Most alternative investments were first used by institutional investors. They were often tailored to meet a specific investor’s needs. They became popular with individual investors in recent years when traditional stocks and bonds produced reduced returns and high volatility. Alternative investments typically use techniques such as shorting, hedging or taking long-short positions. They also often use complicated instruments such as options, derivatives and hybrid securities in an effort to achieve their goals. Many of these techniques are highly complex and/or require knowledge of advanced mathematics to even begin to understand the product. Moreover, the actual implementation of the strategy is opaque and virtually impossible to follow.

The liquidity of alternative investments tends to be poor or absent. Private equity, natural resource limited partnerships, and real estate often require lockup periods of 10 years or more. Many hedge funds have lockups of several years. Redemptions, if available, are often restricted to specific periods, and may require up to 6 months’ notice. In addition, these investments generally are not traded on any market. Thus, there is no way to determine the value of these investments, and they are difficult, if not impossible, to sell.

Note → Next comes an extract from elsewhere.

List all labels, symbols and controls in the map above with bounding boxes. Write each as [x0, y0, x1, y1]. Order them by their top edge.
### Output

Finally, most alternative investments involve extremely high fees and related costs.

Why then are so many investors attracted to alternative investments? In this regard, it is important to understand that alternative investments are said to be “sold not bought,” meaning that sales are often the result of aggressive marketing rather than investor demand. In the volatile bear markets following the tech wreck, the credit crisis, and the economic and market turmoil of 2008-2011, many investors reported that they were uncomfortable investing in the stock market. In fact, over the last decade, the returns of many equity investors have not kept up with inflation. Since investors wanted better returns with a hedge against the downside, promoters have sold alternative investments by promising protection against stock market declines plus returns that range from reasonable to outright eye-popping.

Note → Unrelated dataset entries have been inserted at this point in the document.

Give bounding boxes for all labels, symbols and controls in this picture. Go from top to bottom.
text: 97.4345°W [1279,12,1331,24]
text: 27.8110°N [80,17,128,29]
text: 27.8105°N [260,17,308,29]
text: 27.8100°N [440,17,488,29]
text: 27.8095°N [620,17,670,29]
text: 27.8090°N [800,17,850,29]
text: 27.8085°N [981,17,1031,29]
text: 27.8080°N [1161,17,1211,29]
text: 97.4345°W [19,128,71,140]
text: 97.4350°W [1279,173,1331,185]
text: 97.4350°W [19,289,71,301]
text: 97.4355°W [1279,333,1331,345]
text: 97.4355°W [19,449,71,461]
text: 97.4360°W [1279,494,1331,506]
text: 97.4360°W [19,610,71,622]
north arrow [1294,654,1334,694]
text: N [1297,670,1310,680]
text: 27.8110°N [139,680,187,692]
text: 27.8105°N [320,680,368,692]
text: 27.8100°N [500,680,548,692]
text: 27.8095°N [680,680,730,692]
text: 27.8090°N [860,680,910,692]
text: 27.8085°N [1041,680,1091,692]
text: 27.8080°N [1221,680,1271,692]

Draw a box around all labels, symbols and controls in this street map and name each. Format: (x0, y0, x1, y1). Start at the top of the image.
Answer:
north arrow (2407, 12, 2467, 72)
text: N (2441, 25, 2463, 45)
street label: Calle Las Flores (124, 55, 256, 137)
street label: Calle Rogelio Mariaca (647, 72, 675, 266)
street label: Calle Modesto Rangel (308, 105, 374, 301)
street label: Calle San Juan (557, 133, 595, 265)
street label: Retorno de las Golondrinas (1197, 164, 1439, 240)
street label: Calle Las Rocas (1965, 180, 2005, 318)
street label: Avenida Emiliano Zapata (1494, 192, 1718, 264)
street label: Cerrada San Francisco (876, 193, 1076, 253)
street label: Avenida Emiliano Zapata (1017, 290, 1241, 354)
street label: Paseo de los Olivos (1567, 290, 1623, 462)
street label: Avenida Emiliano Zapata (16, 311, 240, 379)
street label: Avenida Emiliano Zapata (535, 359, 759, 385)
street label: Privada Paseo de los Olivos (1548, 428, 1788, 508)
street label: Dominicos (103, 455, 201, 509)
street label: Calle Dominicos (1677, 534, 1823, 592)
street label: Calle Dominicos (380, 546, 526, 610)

Wall Street is very adept at creating new products designed to have broad appeal. Unfortunately, both the downside protection and upside potential of alternative investments tend to be exaggerated. When an alternative investment is successfully marketed, others flood the market with competing products and investors pile in. This has happened with both exotic exchange-traded funds and hedge funds, for example. This can lead to a bubble and its inevitable bursting.

Despite claims to the contrary, alternative investments are sometimes highly correlated with traditional financial markets. For example, correlation between financial markets and hedge funds reportedly spiked to almost 80% in August 2011. As a result of this and other factors, such as the use of leverage and concentrated positions, alternative investments can be highly volatile.

Alternative investments suffer from extraordinarily high fees and expenses, and, as a result, they must earn substantially higher returns than a traditional equity or bond mutual fund just to equal the returns of such investments after fees, expenses, and taxes. To have a chance of doing that, they must expose investors to substantially higher risk, usually in the form of high leverage and concentrated positions.

The complexity of alternative investments makes them difficult for advisers and their clients to understand. They are fraught with risk, much of it not well-understood by advisers and, therefore, not explained well to investors. Advisers and their clients should carefully evaluate these products before recommending or investing in them. Unless they are looking for an investment that is like picking up nickels in front of a steamroller, most alternative investments should be avoided.